Before talking about identity and authentication in the cloud, it's important to talk about Azure network security (the main topic of this chapter). I think it's necessary to say that when implementing a cloud infrastructure, the word security is not only related to managing identity and information, but also related to how your network in the cloud must be designed.

This is out of the scope of this book, but I think it's useful to remind you of some of the best practices that Microsoft recommends when you plan to design a network of resources on Azure:

• Logically segment subnets on your Azure virtual networks and use network security groups and Availability Sets.
• Control the routing behavior. By default, a virtual machine on an Azure virtual network can connect to other resources in the same network and have outbound communications with the internet. This is a default, but you can change this behavior if needed.
• Enable forced tunneling on your virtual machines when you have cross-premises connectivity between your Azure virtual network and your on-premises network.

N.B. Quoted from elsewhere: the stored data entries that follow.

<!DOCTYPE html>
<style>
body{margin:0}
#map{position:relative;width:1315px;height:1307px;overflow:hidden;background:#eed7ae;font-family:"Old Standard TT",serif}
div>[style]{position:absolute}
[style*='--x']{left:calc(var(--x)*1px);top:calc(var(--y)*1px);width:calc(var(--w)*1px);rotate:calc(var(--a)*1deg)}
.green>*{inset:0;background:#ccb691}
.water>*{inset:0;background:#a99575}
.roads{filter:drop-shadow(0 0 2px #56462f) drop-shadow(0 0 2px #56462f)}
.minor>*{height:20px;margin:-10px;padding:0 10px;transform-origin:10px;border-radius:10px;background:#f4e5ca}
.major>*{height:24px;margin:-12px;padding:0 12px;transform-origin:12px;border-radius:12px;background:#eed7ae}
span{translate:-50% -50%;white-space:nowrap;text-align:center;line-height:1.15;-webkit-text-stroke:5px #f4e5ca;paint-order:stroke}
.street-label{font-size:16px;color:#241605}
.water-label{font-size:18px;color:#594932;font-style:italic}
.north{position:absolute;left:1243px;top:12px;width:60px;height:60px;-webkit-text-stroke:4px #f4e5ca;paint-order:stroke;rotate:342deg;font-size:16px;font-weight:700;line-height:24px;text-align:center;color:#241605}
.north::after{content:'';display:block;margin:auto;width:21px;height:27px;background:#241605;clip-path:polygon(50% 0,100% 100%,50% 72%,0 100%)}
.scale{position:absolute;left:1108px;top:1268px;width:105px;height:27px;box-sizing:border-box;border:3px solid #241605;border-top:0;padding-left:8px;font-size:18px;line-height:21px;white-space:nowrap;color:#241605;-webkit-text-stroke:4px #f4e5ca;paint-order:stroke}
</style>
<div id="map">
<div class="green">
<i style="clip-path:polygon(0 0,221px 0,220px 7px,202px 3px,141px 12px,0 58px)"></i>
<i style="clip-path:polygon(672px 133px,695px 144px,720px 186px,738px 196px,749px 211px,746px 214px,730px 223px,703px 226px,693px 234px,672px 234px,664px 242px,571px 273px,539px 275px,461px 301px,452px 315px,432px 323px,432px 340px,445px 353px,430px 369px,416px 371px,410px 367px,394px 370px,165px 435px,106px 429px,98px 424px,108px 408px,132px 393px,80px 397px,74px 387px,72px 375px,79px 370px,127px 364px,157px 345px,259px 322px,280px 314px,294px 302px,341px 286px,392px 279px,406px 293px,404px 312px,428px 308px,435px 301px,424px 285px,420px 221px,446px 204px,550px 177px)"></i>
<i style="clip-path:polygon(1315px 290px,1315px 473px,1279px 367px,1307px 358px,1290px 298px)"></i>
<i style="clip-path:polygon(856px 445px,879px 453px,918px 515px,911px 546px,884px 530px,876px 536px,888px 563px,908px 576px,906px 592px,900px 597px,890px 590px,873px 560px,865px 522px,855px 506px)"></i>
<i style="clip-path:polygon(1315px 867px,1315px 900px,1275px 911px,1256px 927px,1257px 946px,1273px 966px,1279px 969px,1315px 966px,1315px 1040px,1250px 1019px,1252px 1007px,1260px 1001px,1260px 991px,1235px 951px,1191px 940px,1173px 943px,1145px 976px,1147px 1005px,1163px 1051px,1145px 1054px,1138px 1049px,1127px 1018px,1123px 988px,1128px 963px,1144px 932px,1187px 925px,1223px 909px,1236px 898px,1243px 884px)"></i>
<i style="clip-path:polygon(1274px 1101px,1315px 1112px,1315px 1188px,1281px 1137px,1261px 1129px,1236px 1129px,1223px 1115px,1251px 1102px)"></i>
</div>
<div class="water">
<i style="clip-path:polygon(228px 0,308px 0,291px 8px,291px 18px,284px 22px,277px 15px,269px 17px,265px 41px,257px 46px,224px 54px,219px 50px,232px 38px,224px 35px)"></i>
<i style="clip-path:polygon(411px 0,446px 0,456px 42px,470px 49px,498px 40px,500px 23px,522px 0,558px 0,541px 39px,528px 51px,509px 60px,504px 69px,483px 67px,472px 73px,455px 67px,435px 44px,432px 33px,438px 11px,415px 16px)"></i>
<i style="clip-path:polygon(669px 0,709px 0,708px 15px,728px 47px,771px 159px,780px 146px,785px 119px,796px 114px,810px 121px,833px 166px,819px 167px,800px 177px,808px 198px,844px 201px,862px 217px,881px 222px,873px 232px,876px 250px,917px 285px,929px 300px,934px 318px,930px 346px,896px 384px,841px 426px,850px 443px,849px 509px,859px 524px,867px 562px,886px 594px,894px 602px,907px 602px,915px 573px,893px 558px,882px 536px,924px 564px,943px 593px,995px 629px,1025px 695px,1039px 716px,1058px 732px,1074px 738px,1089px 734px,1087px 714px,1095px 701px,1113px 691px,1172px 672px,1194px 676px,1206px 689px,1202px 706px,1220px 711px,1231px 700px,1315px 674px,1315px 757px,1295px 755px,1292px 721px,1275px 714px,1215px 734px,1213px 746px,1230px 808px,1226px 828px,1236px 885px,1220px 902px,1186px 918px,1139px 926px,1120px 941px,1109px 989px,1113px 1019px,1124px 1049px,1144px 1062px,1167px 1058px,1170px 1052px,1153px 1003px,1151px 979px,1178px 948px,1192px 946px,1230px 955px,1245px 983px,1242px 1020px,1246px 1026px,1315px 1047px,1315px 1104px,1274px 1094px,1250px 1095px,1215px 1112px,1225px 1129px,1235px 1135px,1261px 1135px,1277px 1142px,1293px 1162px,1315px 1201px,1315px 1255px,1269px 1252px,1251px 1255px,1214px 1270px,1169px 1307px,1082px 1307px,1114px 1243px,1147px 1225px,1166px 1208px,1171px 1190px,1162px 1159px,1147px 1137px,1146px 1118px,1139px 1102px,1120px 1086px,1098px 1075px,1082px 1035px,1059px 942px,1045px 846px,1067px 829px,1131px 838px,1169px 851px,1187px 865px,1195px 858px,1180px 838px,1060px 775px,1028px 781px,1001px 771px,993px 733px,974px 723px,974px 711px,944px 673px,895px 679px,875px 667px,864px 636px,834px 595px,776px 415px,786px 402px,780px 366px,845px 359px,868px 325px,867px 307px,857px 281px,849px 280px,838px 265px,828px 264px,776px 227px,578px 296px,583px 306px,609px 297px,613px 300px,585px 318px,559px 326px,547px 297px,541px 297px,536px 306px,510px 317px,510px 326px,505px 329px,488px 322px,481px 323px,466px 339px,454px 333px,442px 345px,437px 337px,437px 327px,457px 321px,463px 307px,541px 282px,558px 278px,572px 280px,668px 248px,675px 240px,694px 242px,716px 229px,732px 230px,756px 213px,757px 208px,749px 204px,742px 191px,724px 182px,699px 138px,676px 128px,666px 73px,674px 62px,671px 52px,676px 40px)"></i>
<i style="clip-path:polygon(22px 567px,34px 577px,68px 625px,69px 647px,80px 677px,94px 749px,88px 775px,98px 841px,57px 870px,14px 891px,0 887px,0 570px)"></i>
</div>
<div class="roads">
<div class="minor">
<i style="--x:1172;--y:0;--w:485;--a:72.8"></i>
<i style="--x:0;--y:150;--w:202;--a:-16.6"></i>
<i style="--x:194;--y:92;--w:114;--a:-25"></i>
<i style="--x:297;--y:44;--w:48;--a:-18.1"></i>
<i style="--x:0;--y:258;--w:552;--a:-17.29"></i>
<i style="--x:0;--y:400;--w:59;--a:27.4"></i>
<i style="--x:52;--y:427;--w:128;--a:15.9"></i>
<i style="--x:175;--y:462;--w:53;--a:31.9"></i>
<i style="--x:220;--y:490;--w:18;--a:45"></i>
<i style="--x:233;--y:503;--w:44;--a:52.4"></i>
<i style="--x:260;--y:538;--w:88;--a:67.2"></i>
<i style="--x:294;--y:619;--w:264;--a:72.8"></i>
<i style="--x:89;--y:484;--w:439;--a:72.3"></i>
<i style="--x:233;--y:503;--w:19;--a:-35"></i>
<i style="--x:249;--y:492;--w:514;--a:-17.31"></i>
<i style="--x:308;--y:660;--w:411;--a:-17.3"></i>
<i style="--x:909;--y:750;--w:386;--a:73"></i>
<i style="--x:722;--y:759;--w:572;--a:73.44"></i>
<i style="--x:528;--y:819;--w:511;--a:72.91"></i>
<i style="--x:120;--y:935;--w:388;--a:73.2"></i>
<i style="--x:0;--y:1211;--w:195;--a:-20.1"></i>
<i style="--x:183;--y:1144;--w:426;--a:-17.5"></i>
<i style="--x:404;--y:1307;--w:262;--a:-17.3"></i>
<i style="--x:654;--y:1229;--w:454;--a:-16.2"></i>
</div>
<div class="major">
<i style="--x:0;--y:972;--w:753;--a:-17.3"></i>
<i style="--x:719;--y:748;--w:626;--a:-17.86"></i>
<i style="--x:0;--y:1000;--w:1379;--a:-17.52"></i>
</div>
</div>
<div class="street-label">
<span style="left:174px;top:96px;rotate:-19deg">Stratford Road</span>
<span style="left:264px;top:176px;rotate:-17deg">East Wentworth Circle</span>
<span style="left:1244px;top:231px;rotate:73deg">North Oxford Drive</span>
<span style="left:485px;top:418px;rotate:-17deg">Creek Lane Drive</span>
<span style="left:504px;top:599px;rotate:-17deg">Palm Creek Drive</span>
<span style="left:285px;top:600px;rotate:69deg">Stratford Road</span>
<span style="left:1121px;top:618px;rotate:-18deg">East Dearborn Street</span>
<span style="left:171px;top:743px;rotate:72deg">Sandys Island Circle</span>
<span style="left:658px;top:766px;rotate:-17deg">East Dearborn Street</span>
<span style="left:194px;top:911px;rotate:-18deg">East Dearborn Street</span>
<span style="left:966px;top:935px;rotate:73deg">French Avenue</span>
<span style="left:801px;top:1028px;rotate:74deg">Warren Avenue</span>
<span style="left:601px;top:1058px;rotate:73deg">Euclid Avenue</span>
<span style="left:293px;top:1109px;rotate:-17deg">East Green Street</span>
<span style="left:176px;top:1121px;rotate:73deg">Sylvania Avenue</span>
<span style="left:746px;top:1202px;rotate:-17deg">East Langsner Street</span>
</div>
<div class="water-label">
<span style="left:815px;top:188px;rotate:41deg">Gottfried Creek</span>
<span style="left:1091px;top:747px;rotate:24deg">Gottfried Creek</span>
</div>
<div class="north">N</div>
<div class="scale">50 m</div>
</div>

• Use virtual network appliances if you need an extra level of security such as firewalls, intrusion detection/prevention, web filtering, and antivirus.
• Use DMZs for segmenting your network and improving security when needed.
• Avoid exposure to the internet with dedicated WAN links, but for cross-premises connections, it's recommended to use Azure ExpressRoute.
• Optimize uptime and performance by using load balancing.
• Use global load balancing (Azure Traffic Manager) when you have globally distributed applications. This guarantees that your application will be available, even when an entire data center might become unavailable (very remote probability but…).
• Disable direct RDP and SSH access to Azure Virtual Machines from the internet. For remote VM management, it's recommended to use point-to-site or site-to-site VPN or ExpressRoute (for WANs).
• Enable Azure Security Center for all your Azure deployments.